How to Convert Markdown to Plain Text

2026-04-18 · 5 min read

Why Convert Markdown to Plain Text

Markdown is an excellent lightweight markup language, but in certain scenarios, Markdown-formatted text needs to be converted to clean plain text: copying document content to systems that do not support Markdown (old CRM, ERP); preparing text content for text-to-speech (TTS); extracting article body for SEO analysis or word counting; as an intermediate step when exporting to PDF; providing plain text versions for non-technical users.

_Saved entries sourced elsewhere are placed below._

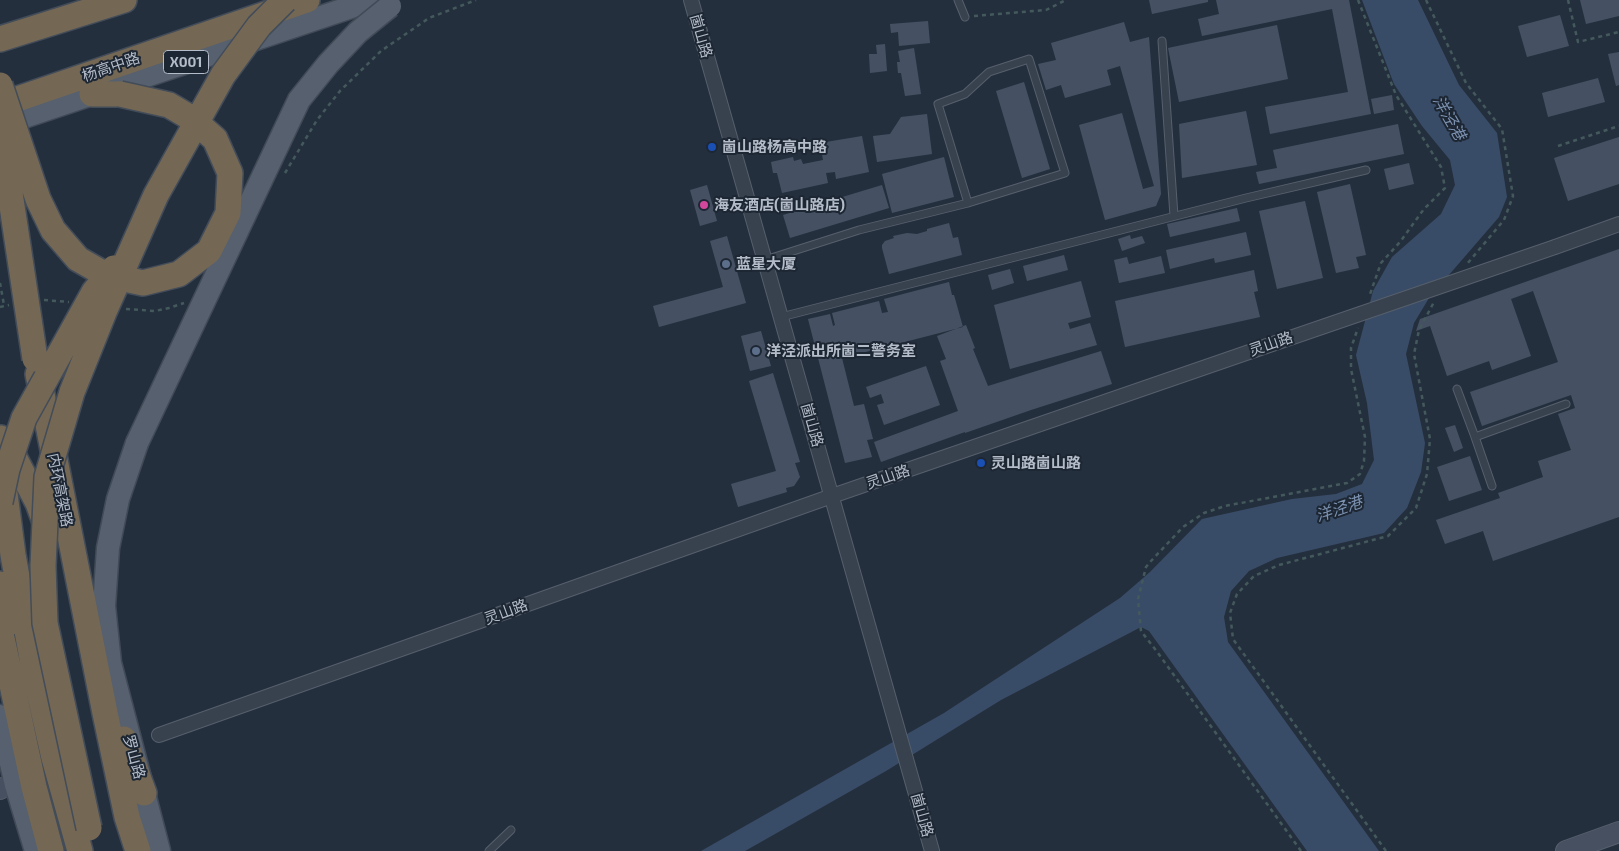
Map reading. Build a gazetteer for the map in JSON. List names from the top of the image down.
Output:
{
  "streets": {
    "highway": ["X001", "杨高中路", "内环高架路"],
    "main road": ["罗山路"],
    "street": ["崮山路", "灵山路"]
  },
  "crossings": [
    ["崮山路", "灵山路"],
    ["X001", "内环高架路"]
  ],
  "water": ["洋泾港"],
  "places": [
    "崮山路杨高中路",
    "海友酒店(崮山路店)",
    "蓝星大厦",
    "洋泾派出所崮二警务室",
    "灵山路崮山路"
  ]
}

Markdown Elements to Remove

Heading markers: # H1, ## H2, ### H3, etc. (remove # symbols, keep text)
Bold and italic: bold, italic, bold (remove * and _ symbols)
Links: link text (typically keep link text, delete URL and brackets)
Images: ![alt text](image URL) (keep alt text or remove entirely)
Code blocks: inline code and code fences with backticks (keep code content, remove backticks)
List markers: - and * lists, numbered lists (remove markers or convert to plain text)
Blockquotes: > quote (remove > symbols)
Horizontal rules: --- or *** (delete or replace with blank line)

Python Code Implementation

import re

def markdown_to_plain(text):
    # 删除标题 #
    text = re.sub(r'^#{1,6}\s+', '', text, flags=re.MULTILINE)

    # 删除粗体和斜体标记（保留文字）
    text = re.sub(r'\*\*(.+?)\*\*', r'\1', text)  # **粗体**
    text = re.sub(r'\*(.+?)\*', r'\1', text)       # *斜体*
    text = re.sub(r'__(.+?)__', r'\1', text)       # __粗体__
    text = re.sub(r'_(.+?)_', r'\1', text)         # _斜体_

    # 处理链接：[文字](URL) -> 文字
    text = re.sub(r'\[(.+?)\]\(.+?\)', r'\1', text)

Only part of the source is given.